Les prisons ont une mauvaise réputation. Les détenus ont le droit d’avoir deux appels de 15 minutes par semaine, mais ils ont des portables. La dimension de ces appareils ? Pas plus grosse qu’un briquet. Vous savez ce qui se passe ? Les visiteurs les cachent dans un préservatif et les introduisent dans leur anus. Il y a eu une femme qui en avait placé deux et on a pu découvrir l’astuce grâce au scanner. Mais il y a des gardes-chiourmes qui sont corrompus, il ne faut pas le nier.
Comment vous en êtes-vous pris ?
Quand j’ai pris les rênes des prisons, je n’avais pas les équipements qu’utilise la SMF. En mai dernier, à la prison de Beau-Bassin, on a fait des saisies de portables, de chargeurs, de power banks. J’ai mis des règlements en commençant par moi : qu’on me fouille avant que je ne pénètre la prison. L’exemple vient d’en haut. Je ne fais pas de compromis.
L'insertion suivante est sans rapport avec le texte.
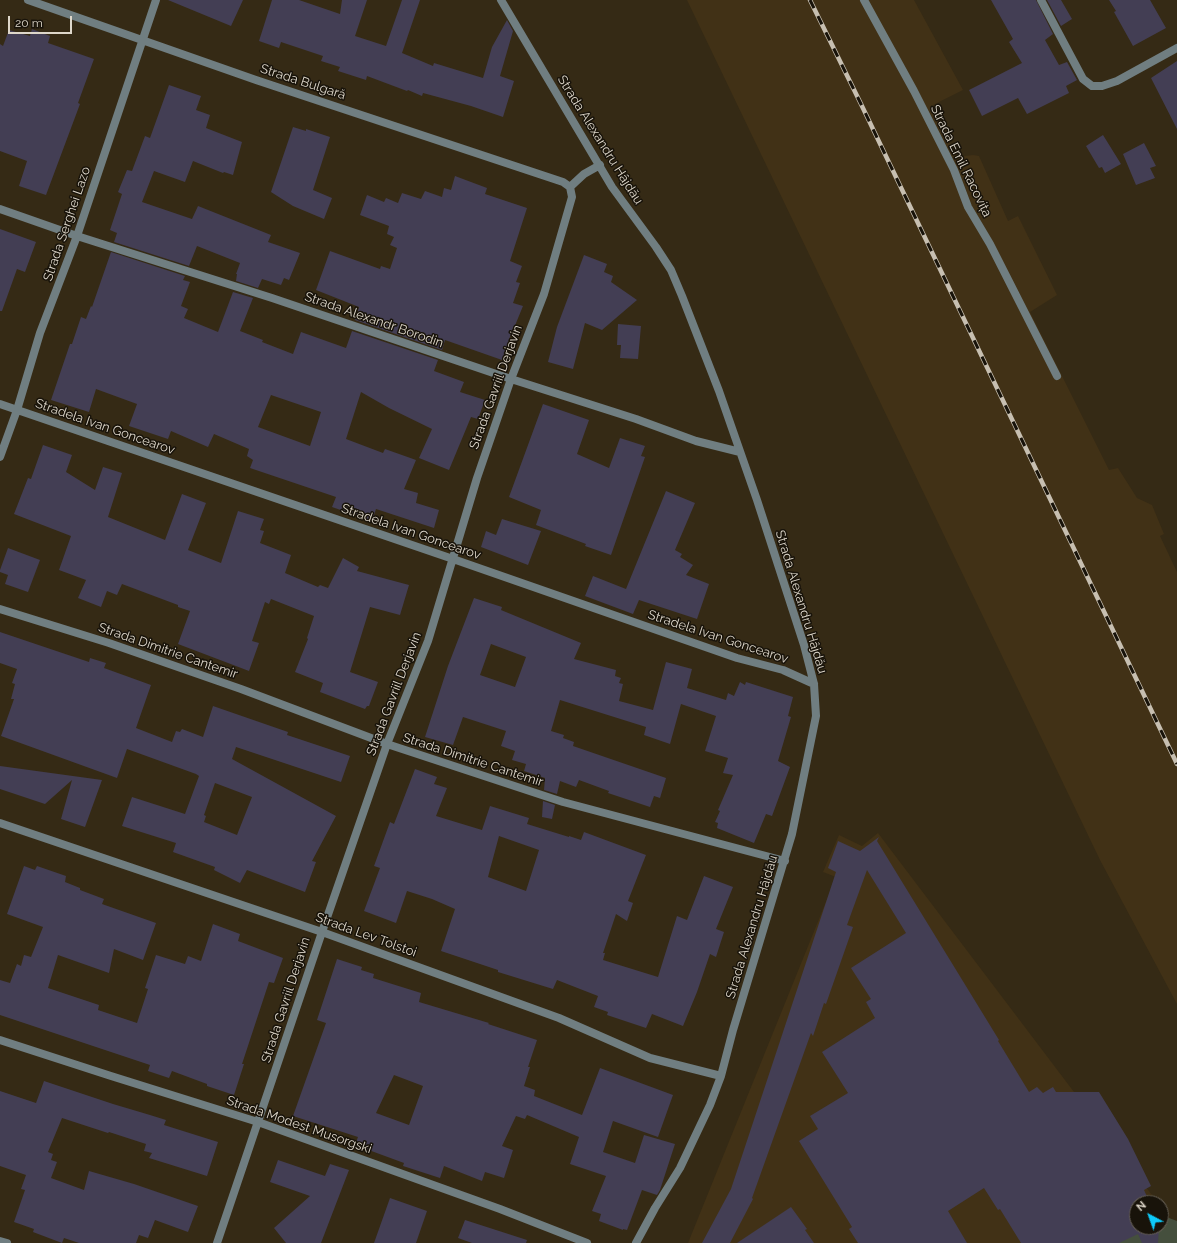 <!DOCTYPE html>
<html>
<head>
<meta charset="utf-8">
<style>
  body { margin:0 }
  #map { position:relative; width:1177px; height:1243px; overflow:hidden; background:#352a15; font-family:Raleway,sans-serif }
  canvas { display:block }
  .north { position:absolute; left:1129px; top:1195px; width:40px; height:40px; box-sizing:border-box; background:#18130a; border:1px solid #676157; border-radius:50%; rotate:319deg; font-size:11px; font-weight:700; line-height:16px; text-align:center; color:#ded7ca }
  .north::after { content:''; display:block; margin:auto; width:14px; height:18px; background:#0dcafa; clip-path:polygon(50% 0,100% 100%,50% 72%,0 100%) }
  .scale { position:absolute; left:8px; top:16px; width:64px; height:18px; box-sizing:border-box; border:2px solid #ded7ca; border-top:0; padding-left:5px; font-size:12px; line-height:14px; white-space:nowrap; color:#ded7ca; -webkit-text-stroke:3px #18130a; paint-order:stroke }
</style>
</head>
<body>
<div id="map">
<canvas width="1177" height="1243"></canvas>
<div class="north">N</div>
<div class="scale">20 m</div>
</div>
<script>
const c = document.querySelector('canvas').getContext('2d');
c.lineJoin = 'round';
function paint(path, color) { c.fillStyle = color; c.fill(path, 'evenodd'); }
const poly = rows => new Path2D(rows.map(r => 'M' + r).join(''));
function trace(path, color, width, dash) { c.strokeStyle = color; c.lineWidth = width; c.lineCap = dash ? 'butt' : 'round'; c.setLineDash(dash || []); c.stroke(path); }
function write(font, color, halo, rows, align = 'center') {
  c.font = font + ' Raleway,sans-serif'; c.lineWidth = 3; c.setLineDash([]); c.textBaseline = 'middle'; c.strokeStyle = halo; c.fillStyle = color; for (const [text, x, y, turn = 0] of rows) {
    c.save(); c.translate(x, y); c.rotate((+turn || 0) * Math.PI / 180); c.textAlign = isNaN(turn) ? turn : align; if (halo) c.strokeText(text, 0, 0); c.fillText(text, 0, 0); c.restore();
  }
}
paint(poly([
  [687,0,914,0,963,90,931,106,957,157,973,155,979,156,1008,221,1018,216,1057,295,1030,312,1109,470,1118,468,1137,498,1152,505,1164,534,1160,536,1177,572,1177,1004,1100,860],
  [878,833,1158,1203,1137,1203,1137,1227,1116,1243,688,1243,836,877,823,872,839,835,862,846]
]), '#413116');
paint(poly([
  [1169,1218,1177,1221,1177,1243,1116,1243,1149,1227,1161,1227,1161,1222]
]), '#454f3d');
paint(poly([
  [168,0,243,0,231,26],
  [272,0,299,0,340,14,342,0,367,0,355,36,386,46,402,0,420,0,402,53,433,66,434,63,483,78,492,47,507,20,513,31,500,76,514,81,503,117,471,106,423,93,422,96,408,90,407,91,367,76,366,80,338,71,340,67,321,61,323,56,281,42,279,48,259,41],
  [991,0,1036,0,1053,34,1045,40,1059,65,1067,62,1077,80,1066,86,1069,93,1027,114,1018,98,982,116,969,90,1022,63,1009,42,1013,39],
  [1047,0,1061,0,1072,19,1061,26],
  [1109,0,1150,0,1166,28,1133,46,1114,12,1116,11],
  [32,29,50,36,48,43,94,59,78,103,80,104,46,195,19,186,27,161,0,151,0,44,3,46,9,30,30,36],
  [1177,61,1177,129,1151,78],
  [169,85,201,96,196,110,210,115,206,128,242,142,233,175,224,172,223,173,193,161,185,182,154,171,142,202,192,219,198,206,271,235,268,242,300,253,289,280,284,278,281,285,262,279,258,288,236,281,237,274,236,274,240,263,197,246,189,266,114,242,117,233,110,230,122,194,118,192,127,170,132,171,145,136,150,138],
  [293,127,306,131,306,129,330,137,313,190,332,198,324,219,293,206,271,192],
  [1103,135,1121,164,1105,173,1102,167,1099,168,1086,146],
  [1144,143,1156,166,1150,168,1155,178,1136,185,1123,154],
  [455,176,487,188,485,194,527,208,510,261,522,266,516,282,520,283,513,303,523,306,514,328,513,328,502,360,445,340,442,350,355,320,359,307,316,290,330,251,380,269,381,266,390,269,397,248,390,245,394,237,387,234,389,226,360,215,367,195,384,202,386,198,398,203,402,193,421,199,425,191,442,197,444,188,451,190],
  [0,229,36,242,25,272,17,269,2,311,0,311],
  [111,252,185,276,183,280,190,282,181,306,188,309,184,318,218,332,233,292,253,298,240,331,263,340,262,342,293,354,301,332,346,348,352,331,438,360,434,371,464,382,460,392,485,400,478,419,471,417,449,470,419,458,432,429,389,408,361,392,346,439,383,453,385,449,416,460,404,489,418,493,416,503,439,510,434,528,376,509,372,521,332,507,336,497,250,468,253,460,247,456,249,449,214,434,208,447,171,431,168,439,129,426,137,404,96,389,89,412,51,400,70,344,72,344,81,317,86,319,91,306,92,307],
  [271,395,321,412,310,446,258,427],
  [584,255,607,264,604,272,613,276,611,282,637,300,602,330,585,323,573,369,548,362,557,327],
  [618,324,641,326,638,359,620,358,621,345,617,345],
  [543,404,589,420,577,454,609,468,620,438,645,446,641,456,645,457,611,555,585,546,586,544,536,525,541,510,509,497],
  [43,445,72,455,66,472,95,490,103,467,122,473,108,517,165,540,182,494,206,503,188,550,221,563,238,511,264,519,260,530,264,531,260,543,291,555,285,573,318,587,320,585,328,588,343,558,359,567,357,571,409,585,400,615,370,607,350,672,378,682,369,706,367,706,365,709,320,692,323,683,295,672,308,639,307,638,314,616,271,599,269,604,265,602,252,641,259,643,249,671,178,644,190,611,178,607,178,605,122,584,117,595,107,591,101,607,78,598,86,580,59,570,71,536,14,514,28,478,31,479],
  [666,491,695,503,675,550,682,554,680,557,693,565,686,575,709,584,697,619,639,600,633,614,585,596,593,576,626,589],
  [502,519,541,531,528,565,481,547,486,531,496,535],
  [8,548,40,560,28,592,5,584,8,575,0,572,0,570],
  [474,598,502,607,501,610,581,643,574,659,616,670,615,676,621,678,619,683,623,684,619,701,653,710,666,662,692,669,687,688,726,700,728,693,734,696,740,682,745,685,746,682,793,697,788,716,791,717,778,761,790,767,772,816,766,814,754,843,717,828,718,823,715,822,720,811,718,810,733,775,723,773,728,758,705,751,716,716,681,704,670,744,644,735,646,727,560,700,551,731,564,735,563,738,574,742,573,746,666,778,660,798,654,796,650,807,608,793,609,791,579,780,576,787,560,781,557,794,544,790,545,778,524,771,526,764,512,760,515,751,501,746,506,731,463,717,453,745,425,737,448,666],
  [491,644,526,657,515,687,480,675],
  [0,632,89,662,90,658,106,663,104,668,151,685,136,728,172,742,176,731,180,732,182,729,203,737,213,706,288,732,287,735,350,756,341,782,236,747,232,759,336,816,312,861,316,862,305,892,247,870,240,883,214,870,215,867,173,852,176,843,122,826,132,797,185,814,199,776,196,774,127,749,117,778,1,736,14,699,11,699,15,684,12,683,17,669,0,663],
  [215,783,252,797,237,835,204,822,206,816,204,815],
  [0,766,102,780,85,827,61,819,72,780,45,804,0,789],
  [415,769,437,777,434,784,447,788,436,816,482,830,490,806,529,818,527,824,569,837,569,836,581,840,584,832,646,855,628,901,633,903,627,921,616,914,603,953,605,953,603,960,658,977,677,916,687,920,704,876,733,887,716,929,724,932,716,957,710,954,697,992,683,1026,652,1014,646,1028,607,1015,608,1012,594,1007,598,996,557,980,553,989,498,972,498,970,441,951,455,909,432,899,407,891,396,923,364,911,380,868,374,866,390,822,394,824],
  [499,836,539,850,526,891,488,877],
  [543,801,555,805,552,819,542,817],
  [879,837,877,841,999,1040,998,1041,1029,1092,1037,1087,1043,1093,1053,1087,1056,1092,1099,1092,1128,1139,1151,1186,1144,1190,1150,1203,1137,1203,1137,1227,1159,1227,1158,1243,1142,1243,1138,1234,1119,1243,1021,1243,1000,1209,998,1210,984,1188,948,1211,967,1243,858,1243,849,1229,852,1227,799,1141,818,1129,810,1116,848,1093,822,1052,875,1018,866,1002,871,999,851,968,906,933,867,870,847,925,853,927,826,1004,824,1003,813,1036,811,1033,752,1198,753,1199,730,1243,702,1243,731,1189,836,872,828,868,838,841,860,851],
  [24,866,35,870,37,866,66,876,65,882,80,888,80,890,104,899,102,904,156,923,143,960,114,949,109,973,58,955,48,988,99,1005,98,1010,137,1023,148,989,145,988,156,955,185,964,188,956,201,961,213,924,240,934,238,941,283,958,274,983,269,982,242,1064,244,1064,234,1095,207,1086,207,1084,172,1071,169,1078,148,1071,150,1065,0,1015,0,980,10,983,17,964,21,966,24,955,31,957,43,927,7,914],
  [337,959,362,967,361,970,374,974,373,978,421,993,419,1002,489,1023,488,1024,537,1040,528,1067,530,1067,524,1086,535,1090,534,1096,582,1115,600,1068,673,1095,658,1137,613,1121,603,1152,635,1163,644,1135,675,1144,660,1190,657,1195,642,1190,627,1230,623,1229,623,1230,599,1221,601,1214,592,1211,606,1176,570,1164,579,1137,527,1115,525,1119,516,1116,502,1146,513,1150,504,1178,485,1172,482,1181,444,1166,440,1178,403,1166,404,1163,355,1145,358,1137,293,1116,326,1023,317,1020],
  [394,1075,423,1086,409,1125,376,1113],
  [44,1081,113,1104,150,1115,166,1120,164,1125,218,1142,207,1176,149,1158,152,1153,144,1151,146,1144,109,1132,108,1133,62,1118,48,1152,53,1154,51,1160,57,1162,51,1178,84,1190,89,1171,134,1184,198,1206,188,1232,155,1220,148,1238,139,1235,136,1243,79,1243,64,1238,62,1243,33,1232,34,1229,14,1222,25,1190,21,1189,26,1175,0,1166,0,1091,36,1103],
  [278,1160,325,1176,330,1164,349,1170,321,1243,286,1243,274,1228,310,1196,270,1182],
  [390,1198,427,1211,416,1243,374,1243],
  [791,1207,807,1229,805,1230,814,1243,737,1243],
  [465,1220,527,1240,526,1243,472,1243,458,1238]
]), '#433e54');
trace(poly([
  [28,0,256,80,563,182,570,187],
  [501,0,612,187,656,247,671,270,682,296,719,391,757,500,804,645,814,684,816,716,792,834,733,1030,721,1076,710,1105,680,1168,655,1208,636,1243],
  [864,0,914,91,954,170,968,207,990,244,1057,376],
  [1041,0,1083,79,1092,86,1102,86,1117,81,1177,48],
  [0,209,77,236,272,298,511,379,636,419,696,441,740,452],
  [0,404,453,559,737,658,783,670,814,684],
  [0,457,17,410,40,333,77,236,156,0],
  [0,609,109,643,241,689,387,744,563,802,785,861],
  [0,823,322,932,559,1018,650,1058,721,1076],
  [0,1040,111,1076,258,1122,500,1209,587,1243],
  [0,1241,7,1243],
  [217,1243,322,932,387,744,428,641,477,478,511,379,544,294,572,197,570,187,584,174,600,165]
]), '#707e81', 8);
const rail = poly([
  [810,0,861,104,1177,764]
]);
trace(rail, '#c7bfb1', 4.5);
trace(rail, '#18130a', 3, [9]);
write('13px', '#ded7ca', '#18130a', [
  ["Strada Bulgară",303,82,18],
  ["Strada Alexandru Hâjdău",600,140,58],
  ["Strada Emil Racovița",961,161,64],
  ["Strada Serghei Lazo",67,224,-71],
  ["Strada Alexandr Borodin",374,320,19],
  ["Strada Gavriil Derjavin",496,387,-70],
  ["Stradela Ivan Goncearov",105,427,19],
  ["Stradela Ivan Goncearov",411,532,19],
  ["Strada Alexandru Hâjdău",801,602,73],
  ["Stradela Ivan Goncearov",718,637,18],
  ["Strada Dimitrie Cantemir",168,651,19],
  ["Strada Gavriil Derjavin",394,694,-69],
  ["Strada Dimitrie Cantemir",473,760,18],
  ["Strada Alexandru Hâjdău",752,927,-73],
  ["Strada Lev Tolstoi",366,935,20],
  ["Strada Gavriil Derjavin",286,1000,-72],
  ["Strada Modest Musorgski",299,1125,19]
]);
</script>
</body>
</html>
Ces fouilles sont-elles systématiques, hormis la vôtre en tant que nouveau CP des Prisons ?
Je vous donne un exemple : à la mi-mai, il y a eu une fouille et on a découvert à Beau-Bassin 47 pouliahs de gandia et quatre cartes SIM lors d’une fouille d’un garde-chiourme qui a été suspendu. À Melrose, on a dû arrêter un gardien qui était en possession de deux portables dans son boxer. Je vais nettoyer la prison.
Vous avez la réputation d’être un homme qui aime la manière forte. Vous tapez, puis vous posez les questions. Est-ce vrai ?
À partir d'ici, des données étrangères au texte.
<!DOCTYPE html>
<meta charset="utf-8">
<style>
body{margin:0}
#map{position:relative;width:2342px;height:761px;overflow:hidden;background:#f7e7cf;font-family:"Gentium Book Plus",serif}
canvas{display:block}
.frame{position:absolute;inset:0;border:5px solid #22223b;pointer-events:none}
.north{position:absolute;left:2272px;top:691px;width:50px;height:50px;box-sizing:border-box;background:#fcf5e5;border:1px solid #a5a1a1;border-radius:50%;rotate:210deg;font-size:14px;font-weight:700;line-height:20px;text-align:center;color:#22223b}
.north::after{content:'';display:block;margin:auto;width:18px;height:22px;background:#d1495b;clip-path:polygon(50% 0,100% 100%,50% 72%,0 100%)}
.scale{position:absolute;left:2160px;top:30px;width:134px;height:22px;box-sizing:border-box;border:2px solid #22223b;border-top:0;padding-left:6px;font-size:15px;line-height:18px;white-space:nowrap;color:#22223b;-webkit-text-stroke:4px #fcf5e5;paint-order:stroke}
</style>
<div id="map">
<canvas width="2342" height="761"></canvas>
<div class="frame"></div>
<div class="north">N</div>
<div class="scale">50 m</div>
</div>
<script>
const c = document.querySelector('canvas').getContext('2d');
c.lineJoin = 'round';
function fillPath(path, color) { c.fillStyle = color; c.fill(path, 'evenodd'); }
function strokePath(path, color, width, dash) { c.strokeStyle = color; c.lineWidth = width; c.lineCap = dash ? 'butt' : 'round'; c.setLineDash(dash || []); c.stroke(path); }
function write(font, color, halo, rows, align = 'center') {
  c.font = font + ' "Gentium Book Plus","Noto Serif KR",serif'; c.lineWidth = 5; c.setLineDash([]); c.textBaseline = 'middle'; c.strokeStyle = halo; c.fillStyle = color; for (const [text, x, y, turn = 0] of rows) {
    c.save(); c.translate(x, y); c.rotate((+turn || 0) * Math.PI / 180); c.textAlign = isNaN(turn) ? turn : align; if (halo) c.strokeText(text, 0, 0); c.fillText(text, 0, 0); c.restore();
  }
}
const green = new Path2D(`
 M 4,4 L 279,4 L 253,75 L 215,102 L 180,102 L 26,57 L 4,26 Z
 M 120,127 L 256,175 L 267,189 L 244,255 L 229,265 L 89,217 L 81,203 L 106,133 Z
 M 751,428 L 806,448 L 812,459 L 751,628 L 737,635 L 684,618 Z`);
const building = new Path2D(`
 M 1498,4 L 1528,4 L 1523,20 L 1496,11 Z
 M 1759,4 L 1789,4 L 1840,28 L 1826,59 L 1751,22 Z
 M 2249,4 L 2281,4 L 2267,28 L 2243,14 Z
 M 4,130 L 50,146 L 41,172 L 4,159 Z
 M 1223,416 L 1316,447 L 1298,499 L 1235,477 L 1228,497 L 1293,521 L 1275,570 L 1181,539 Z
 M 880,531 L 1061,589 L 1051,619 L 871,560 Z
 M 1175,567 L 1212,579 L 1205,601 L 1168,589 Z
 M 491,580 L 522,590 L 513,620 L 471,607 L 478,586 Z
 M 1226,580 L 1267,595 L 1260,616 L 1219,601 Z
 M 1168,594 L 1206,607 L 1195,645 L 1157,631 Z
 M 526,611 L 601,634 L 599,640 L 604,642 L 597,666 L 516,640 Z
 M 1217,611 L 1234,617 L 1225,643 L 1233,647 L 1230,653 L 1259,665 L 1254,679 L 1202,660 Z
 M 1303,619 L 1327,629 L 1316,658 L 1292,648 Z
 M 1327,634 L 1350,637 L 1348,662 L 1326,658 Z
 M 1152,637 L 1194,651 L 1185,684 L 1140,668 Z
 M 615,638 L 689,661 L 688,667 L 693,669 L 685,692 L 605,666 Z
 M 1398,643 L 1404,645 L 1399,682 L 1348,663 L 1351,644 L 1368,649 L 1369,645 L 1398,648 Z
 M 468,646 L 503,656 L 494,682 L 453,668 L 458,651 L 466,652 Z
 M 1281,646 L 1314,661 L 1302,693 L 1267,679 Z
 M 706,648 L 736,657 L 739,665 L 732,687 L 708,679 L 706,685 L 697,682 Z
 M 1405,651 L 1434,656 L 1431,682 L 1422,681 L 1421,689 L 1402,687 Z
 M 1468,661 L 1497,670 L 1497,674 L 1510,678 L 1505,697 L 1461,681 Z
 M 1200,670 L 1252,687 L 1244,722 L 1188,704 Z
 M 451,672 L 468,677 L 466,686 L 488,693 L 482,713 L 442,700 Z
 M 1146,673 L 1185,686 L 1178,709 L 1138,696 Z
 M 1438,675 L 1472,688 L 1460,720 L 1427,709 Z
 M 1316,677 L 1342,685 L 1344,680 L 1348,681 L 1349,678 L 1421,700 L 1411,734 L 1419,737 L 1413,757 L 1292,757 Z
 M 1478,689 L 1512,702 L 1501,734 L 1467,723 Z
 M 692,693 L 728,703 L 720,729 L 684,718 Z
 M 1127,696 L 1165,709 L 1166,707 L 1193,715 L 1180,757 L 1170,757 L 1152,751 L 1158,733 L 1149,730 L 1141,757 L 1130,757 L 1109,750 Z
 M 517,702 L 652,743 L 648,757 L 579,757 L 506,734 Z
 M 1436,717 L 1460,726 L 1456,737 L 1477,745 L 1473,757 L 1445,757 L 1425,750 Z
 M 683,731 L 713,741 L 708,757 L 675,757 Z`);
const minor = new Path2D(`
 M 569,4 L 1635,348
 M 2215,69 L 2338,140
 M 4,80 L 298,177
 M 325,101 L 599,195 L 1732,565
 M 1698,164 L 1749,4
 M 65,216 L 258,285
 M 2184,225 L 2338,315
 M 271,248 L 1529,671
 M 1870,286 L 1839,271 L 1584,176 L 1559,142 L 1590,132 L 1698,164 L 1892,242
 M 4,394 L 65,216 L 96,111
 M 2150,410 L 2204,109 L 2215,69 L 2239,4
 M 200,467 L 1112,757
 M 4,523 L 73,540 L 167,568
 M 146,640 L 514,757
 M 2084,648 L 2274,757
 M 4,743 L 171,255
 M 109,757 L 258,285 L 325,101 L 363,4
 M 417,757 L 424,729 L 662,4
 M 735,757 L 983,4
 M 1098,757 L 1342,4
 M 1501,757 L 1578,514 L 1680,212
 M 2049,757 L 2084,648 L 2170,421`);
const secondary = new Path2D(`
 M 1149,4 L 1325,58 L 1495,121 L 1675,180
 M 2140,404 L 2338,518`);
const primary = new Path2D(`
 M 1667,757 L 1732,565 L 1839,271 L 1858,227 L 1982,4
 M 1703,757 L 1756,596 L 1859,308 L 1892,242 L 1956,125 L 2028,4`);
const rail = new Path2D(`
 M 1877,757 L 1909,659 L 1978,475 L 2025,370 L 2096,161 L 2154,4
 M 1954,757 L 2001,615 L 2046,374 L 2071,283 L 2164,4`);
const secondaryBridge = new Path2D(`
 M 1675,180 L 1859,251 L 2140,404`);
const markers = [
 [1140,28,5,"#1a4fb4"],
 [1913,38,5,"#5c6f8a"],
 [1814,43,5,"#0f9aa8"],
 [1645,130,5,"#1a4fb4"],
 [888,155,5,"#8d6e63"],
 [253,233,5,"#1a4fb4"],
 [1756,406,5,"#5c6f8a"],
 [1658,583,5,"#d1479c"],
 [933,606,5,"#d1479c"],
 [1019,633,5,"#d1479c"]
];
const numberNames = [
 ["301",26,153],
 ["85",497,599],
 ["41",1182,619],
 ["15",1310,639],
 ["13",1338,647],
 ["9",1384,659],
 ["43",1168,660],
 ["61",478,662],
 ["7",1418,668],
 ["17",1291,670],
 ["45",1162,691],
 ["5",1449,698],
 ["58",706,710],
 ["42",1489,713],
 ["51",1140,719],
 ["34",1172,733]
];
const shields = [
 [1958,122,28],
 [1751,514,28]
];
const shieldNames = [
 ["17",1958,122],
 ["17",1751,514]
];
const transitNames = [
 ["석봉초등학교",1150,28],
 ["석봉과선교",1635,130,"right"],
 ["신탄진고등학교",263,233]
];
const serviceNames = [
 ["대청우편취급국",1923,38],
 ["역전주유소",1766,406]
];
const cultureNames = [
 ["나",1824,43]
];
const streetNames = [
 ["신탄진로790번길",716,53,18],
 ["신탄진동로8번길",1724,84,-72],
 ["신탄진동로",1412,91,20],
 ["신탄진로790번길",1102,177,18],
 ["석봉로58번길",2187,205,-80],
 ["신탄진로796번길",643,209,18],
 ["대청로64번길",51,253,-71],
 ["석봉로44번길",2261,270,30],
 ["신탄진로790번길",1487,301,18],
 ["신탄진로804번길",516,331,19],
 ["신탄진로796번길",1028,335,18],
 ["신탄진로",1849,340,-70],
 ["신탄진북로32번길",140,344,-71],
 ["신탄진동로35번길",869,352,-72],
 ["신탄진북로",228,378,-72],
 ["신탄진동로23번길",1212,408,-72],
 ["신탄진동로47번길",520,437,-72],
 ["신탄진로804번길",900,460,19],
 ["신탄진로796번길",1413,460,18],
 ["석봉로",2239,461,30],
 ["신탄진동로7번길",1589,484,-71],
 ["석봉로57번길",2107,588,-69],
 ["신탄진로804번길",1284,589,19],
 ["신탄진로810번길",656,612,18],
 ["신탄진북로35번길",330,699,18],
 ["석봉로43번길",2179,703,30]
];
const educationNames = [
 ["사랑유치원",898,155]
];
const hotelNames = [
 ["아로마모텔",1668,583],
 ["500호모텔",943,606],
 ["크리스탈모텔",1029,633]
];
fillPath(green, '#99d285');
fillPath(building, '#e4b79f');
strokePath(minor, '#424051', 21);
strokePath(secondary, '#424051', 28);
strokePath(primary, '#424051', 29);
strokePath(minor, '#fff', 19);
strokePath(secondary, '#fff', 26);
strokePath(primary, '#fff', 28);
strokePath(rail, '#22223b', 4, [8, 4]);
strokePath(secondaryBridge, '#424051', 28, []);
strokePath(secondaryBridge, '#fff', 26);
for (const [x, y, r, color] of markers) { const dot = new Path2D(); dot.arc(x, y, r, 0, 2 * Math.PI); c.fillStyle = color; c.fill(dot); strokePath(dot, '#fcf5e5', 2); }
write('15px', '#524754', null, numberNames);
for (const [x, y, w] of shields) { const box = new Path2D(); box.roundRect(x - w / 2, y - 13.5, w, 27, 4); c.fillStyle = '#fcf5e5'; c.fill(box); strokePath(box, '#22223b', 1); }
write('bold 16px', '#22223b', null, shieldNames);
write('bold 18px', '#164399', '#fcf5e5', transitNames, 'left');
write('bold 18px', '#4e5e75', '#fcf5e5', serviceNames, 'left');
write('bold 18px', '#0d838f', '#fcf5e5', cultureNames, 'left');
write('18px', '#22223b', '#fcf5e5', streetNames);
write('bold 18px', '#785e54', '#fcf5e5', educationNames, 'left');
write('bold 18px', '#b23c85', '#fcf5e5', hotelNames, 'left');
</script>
Je dois rappeler un événement : en 1979, il y a eu urgemment besoin de l’intervention de la SMF lors d’une mutinerie à la prison de Beau-Bassin, puis c’est tout. De quelle manière forte vous parlez ?
Pourquoi ne pas négocier pour calmer les esprits, comme cela se fait ailleurs, au lieu de passer à la manière dite forte ?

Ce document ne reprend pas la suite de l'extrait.